> Activity
Although the data below holds other lines too, output only those from the line with "context.lineWidth = width;" up to and including the line with "context.translate(x, y);", exactly as they appear.

Stored items:
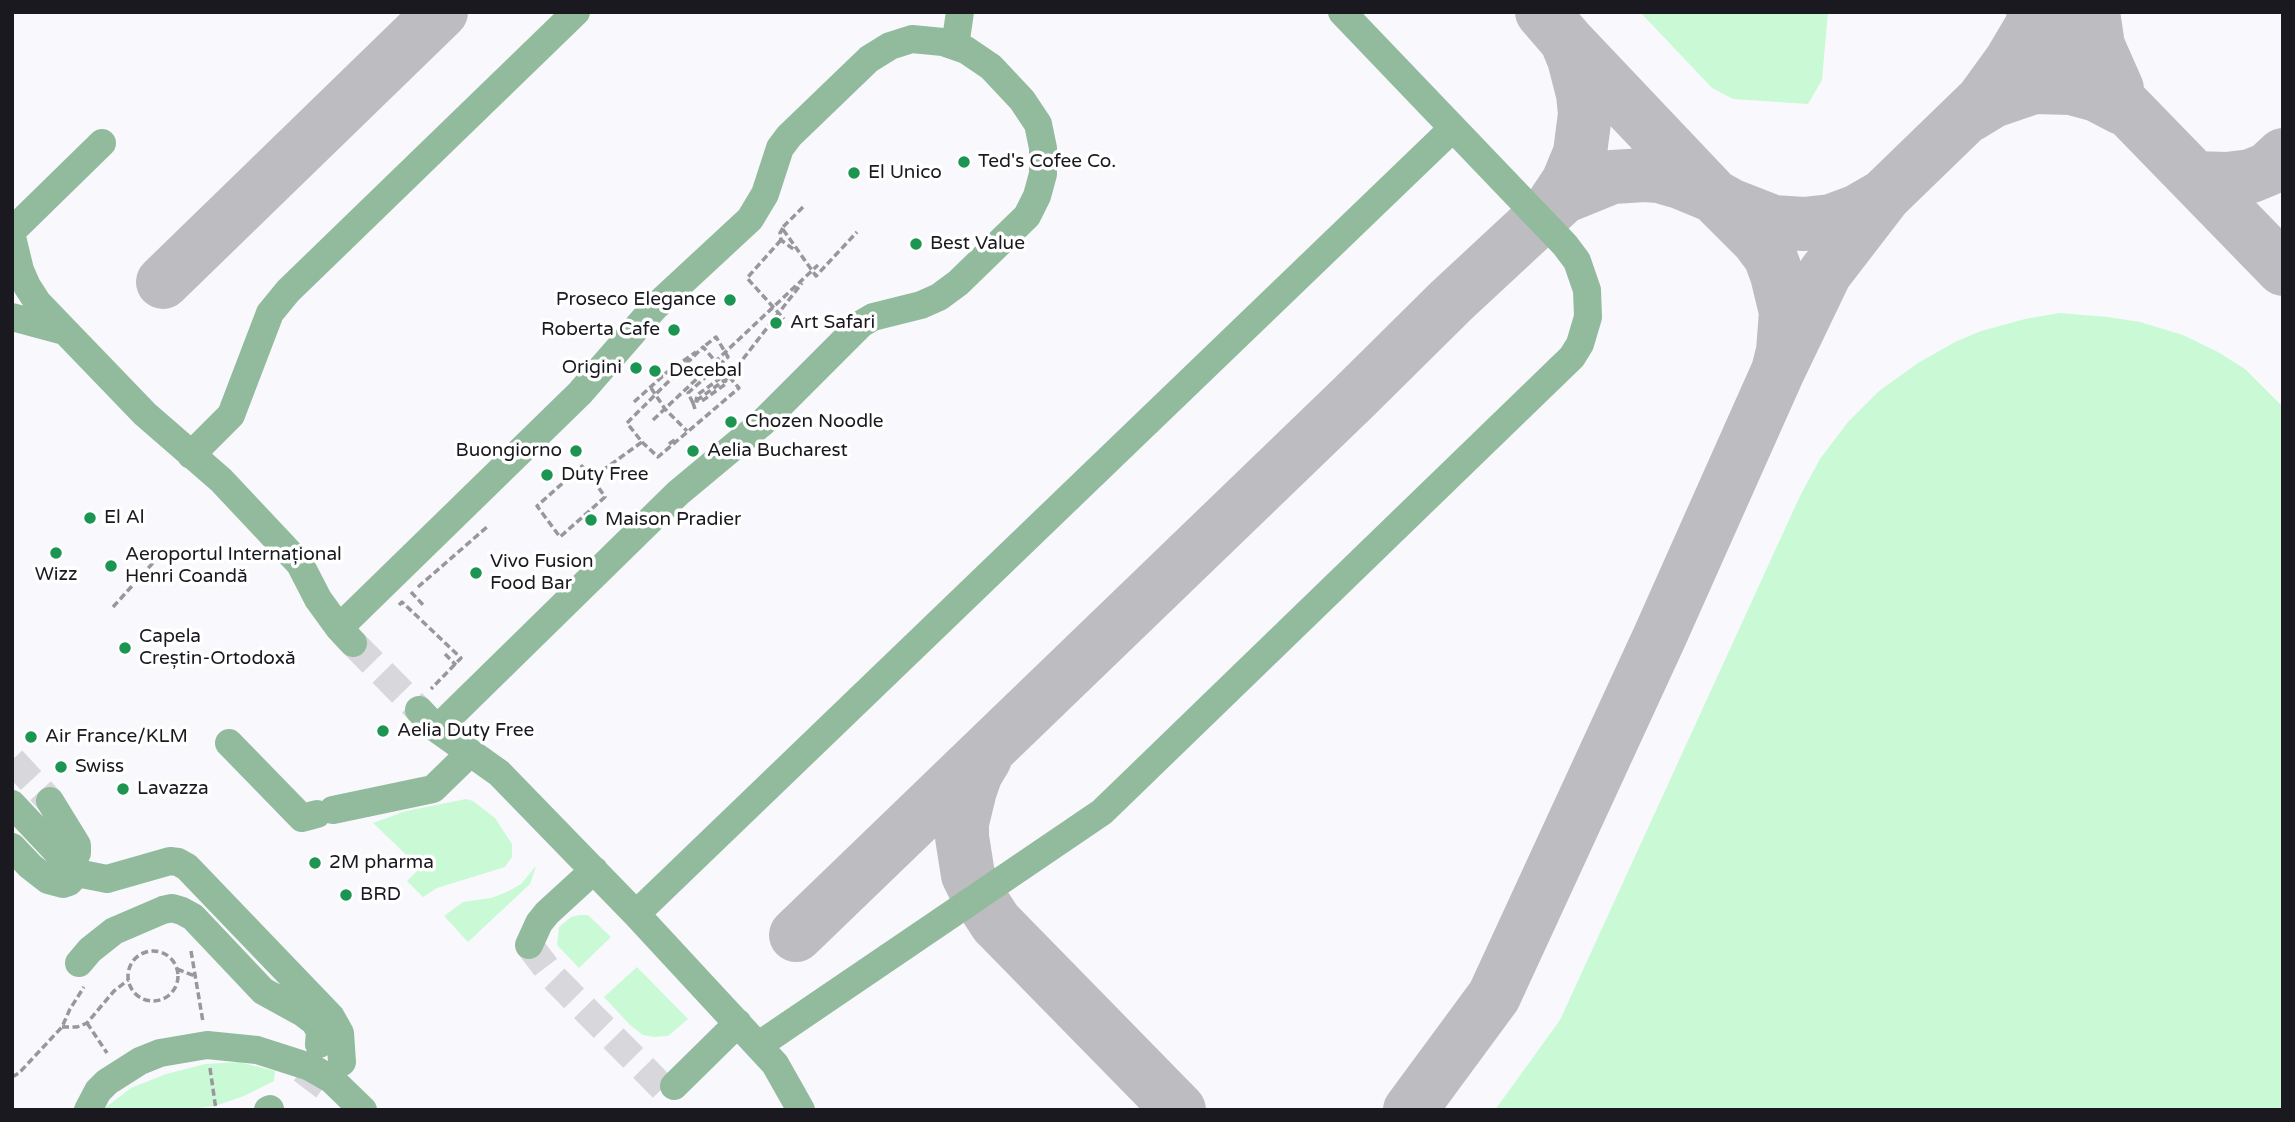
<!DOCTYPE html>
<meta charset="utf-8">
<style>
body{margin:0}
#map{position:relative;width:2295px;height:1122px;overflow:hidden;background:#f9f9fd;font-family:"Varela Round",sans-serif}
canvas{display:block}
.frame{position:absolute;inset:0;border:14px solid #19191f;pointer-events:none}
</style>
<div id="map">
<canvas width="2295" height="1122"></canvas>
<div class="frame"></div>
</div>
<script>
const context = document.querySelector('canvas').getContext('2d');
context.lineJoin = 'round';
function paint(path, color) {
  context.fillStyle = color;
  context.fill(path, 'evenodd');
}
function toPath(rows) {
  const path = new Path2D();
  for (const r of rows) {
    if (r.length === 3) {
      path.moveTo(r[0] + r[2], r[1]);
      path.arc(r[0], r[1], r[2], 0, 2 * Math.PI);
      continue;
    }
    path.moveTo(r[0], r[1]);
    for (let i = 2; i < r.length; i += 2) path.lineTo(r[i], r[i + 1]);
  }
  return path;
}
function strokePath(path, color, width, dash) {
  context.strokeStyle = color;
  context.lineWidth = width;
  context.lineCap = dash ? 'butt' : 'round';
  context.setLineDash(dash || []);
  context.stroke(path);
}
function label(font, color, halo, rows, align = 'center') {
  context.font = font + ' "Varela Round",sans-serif';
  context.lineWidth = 7;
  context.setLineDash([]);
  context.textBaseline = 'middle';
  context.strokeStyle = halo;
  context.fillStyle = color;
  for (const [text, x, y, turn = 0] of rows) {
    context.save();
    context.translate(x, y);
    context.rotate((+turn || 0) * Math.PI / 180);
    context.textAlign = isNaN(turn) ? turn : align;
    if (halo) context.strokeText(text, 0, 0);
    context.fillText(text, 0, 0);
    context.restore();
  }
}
const green = toPath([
 [1640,12,1828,12,1822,80,1808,104,1733,99,1712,88],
 [2059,313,2108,317,2140,322,2183,335,2218,352,2245,369,2283,407,2283,1110,1495,1110,1560,1020,1800,496,1820,459,1848,422,1879,391,1918,363,1955,342,1981,331,2025,319],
 [466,799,473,801,495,818,512,844,512,857,505,867,437,888,423,897,407,881,420,868,373,823,406,811],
 [536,866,530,884,468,942,444,916,463,902,491,898,507,892,521,884],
 [579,915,588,915,611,937,579,968,557,945,559,927,571,917],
 [637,967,688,1019,668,1036,654,1037,643,1035,630,1025,604,997],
 [239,1062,275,1071,274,1081,244,1096,215,1106,183,1110,102,1110,131,1088,166,1074,205,1064]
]);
const taxiway = toPath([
 [1542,12,1567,41,1714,196,1732,206,1773,222,1804,224,1831,221,1858,211,1884,196],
 [2033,12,2283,269],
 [2093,12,2098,46,2117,89],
 [1970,115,1993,101,2034,87,2071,88,2097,95,2122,108],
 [2195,178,2227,179,2251,176,2268,169,2283,155],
 [1554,203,1568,182,1580,153,1585,114,1583,94,1574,59,1567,42],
 [163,282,441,12],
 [985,758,976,773,970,790,962,823,962,837,968,875,979,897,996,923,1179,1110],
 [796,935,1354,397,1451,301,1563,197,1612,177,1645,175,1659,176,1680,182,1714,196,1758,240,1770,256,1777,275,1786,312,1783,351,1778,371],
 [1410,1110,1494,996,1659,638,1778,371,1825,273,1885,195,1982,101,2011,61,2040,12]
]);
const minorTunnel = toPath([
 [353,643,419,710],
 [12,760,50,801],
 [529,945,554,978,667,1092,674,1086],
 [305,1089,311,1081,319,1047]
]);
const path = toPath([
 [803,207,782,228,816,276,857,232],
 [783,228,780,233,781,240,796,251],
 [781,240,747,278,784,319],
 [654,367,662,377],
 [666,373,696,352],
 [722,377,727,383,702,401,696,401,697,395,722,377],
 [651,388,665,409,687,431],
 [634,402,666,373],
 [693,403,688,393,728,357,716,337,702,348],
 [695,409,693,403,729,377,802,283],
 [653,420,818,265],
 [669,444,677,438],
 [592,478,582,466,537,506,560,537,605,497,592,478,642,442,627,423,703,347,739,388,658,457,642,442],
 [418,587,487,527],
 [411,592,425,607],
 [399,605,402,602,461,658,431,689],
 [113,607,161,554],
 [445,654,456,665],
 [191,951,203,1022],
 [153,976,25],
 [177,969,195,976],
 [87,1023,107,1053],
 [62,1027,77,1027,87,1023,114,991,128,980],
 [210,1068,216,1110],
 [12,1077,19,1073,62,1027,70,1009,84,987]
]);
const minor = toPath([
 [955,46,960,12],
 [12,231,102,143],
 [12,237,20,270,27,286,38,303,145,414,221,480,300,564,318,599,339,628,353,643],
 [12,317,64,331],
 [191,455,231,415,270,313,288,291,576,12],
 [339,628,580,393,654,308,750,219,765,194,780,148,789,136,869,59,890,46,912,39,943,42,966,50,991,67,1022,100,1038,124,1043,148,1043,174,1037,196,1027,216,958,283,939,297,921,305,873,317,861,324,762,423,678,493,437,729],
 [419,710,437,729,499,773,636,914,775,1064,801,1110],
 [229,743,302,818,317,814],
 [50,801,77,845,77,853,69,866],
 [12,804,77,873,107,879,170,861,178,862,187,867,331,1017,340,1033,342,1062],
 [333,810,433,789,470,753],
 [12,847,30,866,48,880,63,884,69,882,77,873],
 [636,914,1453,128],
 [529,945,539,923,547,913,594,870],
 [79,963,90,950,114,931,163,910,172,908,182,911,193,917,263,991,303,1013,315,1022,320,1032,319,1044],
 [759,1045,1102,812,1572,357,1580,344,1588,317,1587,290,1577,261,1565,245,1342,12],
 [674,1086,738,1023],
 [88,1110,98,1091,107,1082,140,1061,160,1053,207,1045,257,1050,310,1067,331,1079,363,1110],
 [268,1110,270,1109]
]);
const markers = [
 [964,162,7,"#1b9551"],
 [854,173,7,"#1b9551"],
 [916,244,7,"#1b9551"],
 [730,300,7,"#1b9551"],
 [776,323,7,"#1b9551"],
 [674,330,7,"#1b9551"],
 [636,368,7,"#1b9551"],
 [655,371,7,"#1b9551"],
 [731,422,7,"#1b9551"],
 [576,451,7,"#1b9551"],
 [693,451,7,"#1b9551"],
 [547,475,7,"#1b9551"],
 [90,518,7,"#1b9551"],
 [591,520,7,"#1b9551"],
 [56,553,7,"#1b9551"],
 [111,566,7,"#1b9551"],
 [476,573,7,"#1b9551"],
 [125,648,7,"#1b9551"],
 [383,731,7,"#1b9551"],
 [31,737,7,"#1b9551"],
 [61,767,7,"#1b9551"],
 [123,789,7,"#1b9551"],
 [315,863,7,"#1b9551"],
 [346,895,7,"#1b9551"]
];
const poiNames = [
 ["Ted's Cofee Co.",978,162],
 ["El Unico",868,173],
 ["Best Value",930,244],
 ["Proseco Elegance",716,300,"right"],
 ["Art Safari",790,323],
 ["Roberta Cafe",660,330,"right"],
 ["Origini",622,368,"right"],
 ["Decebal",669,371],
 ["Chozen Noodle",745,422],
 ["Buongiorno",562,451,"right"],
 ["Aelia Bucharest",707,451],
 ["Duty Free",561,475],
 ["El Al",104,518],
 ["Maison Pradier",605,520],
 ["Aeroportul Internațional",125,555],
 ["Henri Coandă",125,577],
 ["Vivo Fusion",490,562],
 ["Food Bar",490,584],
 ["Wizz",56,575,"center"],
 ["Capela",139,637],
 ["Creștin-Ortodoxă",139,659],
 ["Aelia Duty Free",397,731],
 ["Air France/KLM",45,737],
 ["Swiss",75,767],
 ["Lavazza",137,789],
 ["2M pharma",329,863],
 ["BRD",360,895]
];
paint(green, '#c9fad5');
strokePath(taxiway, '#bcbcc1', 54);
strokePath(minorTunnel, '#d7d7dc', 28, [28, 14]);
strokePath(path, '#97979c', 3.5, [7, 3.5]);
strokePath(minor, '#91bb9c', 28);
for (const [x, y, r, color] of markers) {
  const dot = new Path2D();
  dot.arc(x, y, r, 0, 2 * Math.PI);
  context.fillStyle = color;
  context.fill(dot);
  strokePath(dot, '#fff', 2.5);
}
label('19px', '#19191f', '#fff', poiNames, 'left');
</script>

> Task answer
  context.lineWidth = width;
  context.lineCap = dash ? 'butt' : 'round';
  context.setLineDash(dash || []);
  context.stroke(path);
}
function label(font, color, halo, rows, align = 'center') {
  context.font = font + ' "Varela Round",sans-serif';
  context.lineWidth = 7;
  context.setLineDash([]);
  context.textBaseline = 'middle';
  context.strokeStyle = halo;
  context.fillStyle = color;
  for (const [text, x, y, turn = 0] of rows) {
    context.save();
    context.translate(x, y);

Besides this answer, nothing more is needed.